_What you will do:_
Word for word, reproduce each of the entries.
(Input begins)
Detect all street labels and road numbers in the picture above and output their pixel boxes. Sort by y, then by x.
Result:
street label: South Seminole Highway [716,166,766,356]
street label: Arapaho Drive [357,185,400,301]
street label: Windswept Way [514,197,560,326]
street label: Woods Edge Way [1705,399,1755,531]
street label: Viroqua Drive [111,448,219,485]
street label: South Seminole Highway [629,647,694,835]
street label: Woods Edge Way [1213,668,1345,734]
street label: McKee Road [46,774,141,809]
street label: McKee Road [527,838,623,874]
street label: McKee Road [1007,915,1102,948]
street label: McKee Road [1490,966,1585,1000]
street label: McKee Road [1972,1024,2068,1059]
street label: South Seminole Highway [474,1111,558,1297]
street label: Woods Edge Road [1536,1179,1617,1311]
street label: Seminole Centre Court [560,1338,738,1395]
(Input ends)
_Answer box:_
Detect all street labels and road numbers in the picture above and output their pixel boxes. Sort by y, then by x.
Result:
street label: South Seminole Highway [716,166,766,356]
street label: Arapaho Drive [357,185,400,301]
street label: Windswept Way [514,197,560,326]
street label: Woods Edge Way [1705,399,1755,531]
street label: Viroqua Drive [111,448,219,485]
street label: South Seminole Highway [629,647,694,835]
street label: Woods Edge Way [1213,668,1345,734]
street label: McKee Road [46,774,141,809]
street label: McKee Road [527,838,623,874]
street label: McKee Road [1007,915,1102,948]
street label: McKee Road [1490,966,1585,1000]
street label: McKee Road [1972,1024,2068,1059]
street label: South Seminole Highway [474,1111,558,1297]
street label: Woods Edge Road [1536,1179,1617,1311]
street label: Seminole Centre Court [560,1338,738,1395]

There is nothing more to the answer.